The Codebreaker #101 – Soltanto l’autolesionismo non è improvvisato

Risulta davvero difficile, arduo, praticamente impossibile descrivere l'attuale situazione WWE senza doversi interrogare sul puro autolesionismo regnante sovrano in quel di Stamford. Gli ascolti sono in caduta libera e la spiegazione non si può riassumere esclusivamente nei gravi infortuni che costringeranno Orton, Rollins, Cesaro ad un lungo stop e nell'assenza di John Cena, uomo simbolo della federazione che piaccia o meno. Le cause vanno ricercate altrove, si concentrano nelle strategie spesso incomprensibili, talvolta imbarazzanti assunte dai bookers.

La nascita della League of Nations, senza alcuna costruzione a priori o storyline che potesse sorreggerla, rappresenta un qualcosa privo di senso. Quattro atleti di nazionalità diversa, tre su quattro provenienti dal continente europeo, riuniti ma per quale obiettivo comune? Barrett, una volta nuovamente privato di una cintura causa infortunio, ha acquisito lo status di “King” ed è stato coinvolto in feud di basso livello e senza senso. Del Rio è tornato con il botto, ponendo fine al regno di John Cena come campione USA nel match di ritorno, ma continua a non lasciare il segno tra il pubblico e soprattutto l'affiancamento a Zeb Colter lascia sbigottiti. Come si può pensare di unire un lottatore con la gimmick antipatica al pubblico statunitense ad un uomo che per mesi, se non per anni, è stato il portavoce indiscusso del patriottismo americano e della chiusura delle frontiere contro l'arrivo di stranieri? Nella storyline se lo chiede Jack Swagger (almeno hanno trovato un motivo per riportarlo on screen), fuori dal ring ce lo domandiamo tutti quanti.

Rusev è stato protagonista di un clamoroso autogoal sui social, rendendo pubblico il fidanzamento con la meravigliosa Lana, nulla di male, anzi, ognuno di noi non può far altro che invidiarlo, peccato però che nella storyline, portata avanti in maniera scontata, ripetitiva e destinata a trasformarsi in una via senza uscita, il lottatore bulgaro faceva ormai coppia con Summer e Lana era ormai diventata la fidanzata di Dolph Ziggler. Il suo passo falso sui social ci ha probabilmente salvati, evitando ulteriori mesi di gossip, corna, ritorni di fiamma in stile Beautiful, ma ha costretto la WWE a far bruscamente retromarcia, ponendo fine alla storyline e risistemando ogni protagonista. Ziggler rimane solo, Rusev colleziona “per punizione” una serie di sconfitte pulite prima di un infortunio, Lana viene operata, Summer trova in Breeze appena promosso da NXT il nuovo partner. Nell'ultimo Raw ecco il ritorno del lottatore bulgaro, al suo fianco Lana, come se nulla fosse, non viene fornita alcuna spiegazione in grado di restare autonomamente in piedi. Va bene così, ormai non bisogna più porsi domande e soprattutto risulta fondamentale avere la memoria corta.

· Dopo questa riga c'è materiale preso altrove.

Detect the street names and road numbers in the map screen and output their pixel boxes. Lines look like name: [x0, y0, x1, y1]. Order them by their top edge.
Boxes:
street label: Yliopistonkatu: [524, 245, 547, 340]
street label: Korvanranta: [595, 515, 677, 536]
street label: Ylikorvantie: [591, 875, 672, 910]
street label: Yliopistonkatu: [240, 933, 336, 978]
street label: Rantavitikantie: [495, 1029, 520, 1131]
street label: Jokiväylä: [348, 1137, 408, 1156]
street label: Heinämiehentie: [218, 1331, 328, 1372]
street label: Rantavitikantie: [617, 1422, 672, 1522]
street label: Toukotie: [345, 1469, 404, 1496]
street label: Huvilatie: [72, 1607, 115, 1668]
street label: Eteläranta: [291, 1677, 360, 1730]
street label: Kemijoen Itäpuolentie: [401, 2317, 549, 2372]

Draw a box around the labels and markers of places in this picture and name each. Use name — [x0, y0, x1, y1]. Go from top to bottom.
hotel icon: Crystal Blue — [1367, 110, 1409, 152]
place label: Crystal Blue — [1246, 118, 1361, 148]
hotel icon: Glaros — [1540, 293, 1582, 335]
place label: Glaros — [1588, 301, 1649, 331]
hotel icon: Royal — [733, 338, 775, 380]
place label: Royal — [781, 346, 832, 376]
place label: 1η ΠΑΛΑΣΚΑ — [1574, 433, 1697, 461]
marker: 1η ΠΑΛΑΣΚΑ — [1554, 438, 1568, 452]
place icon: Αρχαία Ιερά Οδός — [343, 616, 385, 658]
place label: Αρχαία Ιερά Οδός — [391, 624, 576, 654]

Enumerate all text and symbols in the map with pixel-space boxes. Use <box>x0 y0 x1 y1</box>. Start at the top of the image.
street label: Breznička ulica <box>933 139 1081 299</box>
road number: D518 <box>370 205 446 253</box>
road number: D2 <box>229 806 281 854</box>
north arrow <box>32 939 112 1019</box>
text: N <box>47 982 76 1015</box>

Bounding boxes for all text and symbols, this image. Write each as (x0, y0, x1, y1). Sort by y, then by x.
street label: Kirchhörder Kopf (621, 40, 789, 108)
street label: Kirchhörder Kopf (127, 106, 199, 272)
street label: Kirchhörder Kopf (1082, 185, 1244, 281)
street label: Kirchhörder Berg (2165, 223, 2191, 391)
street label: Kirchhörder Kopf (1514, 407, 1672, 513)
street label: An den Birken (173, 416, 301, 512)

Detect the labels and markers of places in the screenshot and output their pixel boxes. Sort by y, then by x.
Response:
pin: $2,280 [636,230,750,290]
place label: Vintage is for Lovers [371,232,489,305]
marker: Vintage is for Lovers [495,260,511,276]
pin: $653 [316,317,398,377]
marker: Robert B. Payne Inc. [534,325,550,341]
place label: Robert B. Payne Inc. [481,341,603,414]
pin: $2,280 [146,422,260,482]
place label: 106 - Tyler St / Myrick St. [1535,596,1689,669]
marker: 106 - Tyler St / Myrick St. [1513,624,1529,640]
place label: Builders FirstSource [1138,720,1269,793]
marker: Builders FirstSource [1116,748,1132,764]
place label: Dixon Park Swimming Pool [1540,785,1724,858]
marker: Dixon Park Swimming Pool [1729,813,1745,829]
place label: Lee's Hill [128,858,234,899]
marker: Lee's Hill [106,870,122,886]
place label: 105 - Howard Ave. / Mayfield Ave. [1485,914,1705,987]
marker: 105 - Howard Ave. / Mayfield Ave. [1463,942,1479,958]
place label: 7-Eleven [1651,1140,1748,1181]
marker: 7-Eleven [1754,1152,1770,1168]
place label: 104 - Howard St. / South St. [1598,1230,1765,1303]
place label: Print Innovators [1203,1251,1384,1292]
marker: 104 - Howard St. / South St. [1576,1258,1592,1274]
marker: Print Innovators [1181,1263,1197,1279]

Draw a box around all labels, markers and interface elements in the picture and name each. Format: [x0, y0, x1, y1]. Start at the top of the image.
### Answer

E arriviamo a Sheamus, uscito malconcio dal suo match delle Survivor, schienato pulito dopo essere stato abbandonato dal New Day, la medesima stable che 24 ore dopo lo presenta in pompa magna e lo celebra come il salvatore della patria. La possibilità che il guerriero celtico andasse all'incasso al termine del torneo per decretare il successore di Rollins era concreto, in quanto i match hanno rappresentato lotte estenuanti e il vincitore avrebbe alzato in cielo la cintura dopo due ben match disputati nel medesimo ppv. Un'eventualità diventata sinonimo di certezza appena si è avuto la conferma che sarebbe stato Roman Reigns il nuovo campione. Un'attesa fasulla, nessuna sorpresa, un film già visto pochi anni fa, la manfrina di HHH e l'arrivo di Sheamus ad incassare.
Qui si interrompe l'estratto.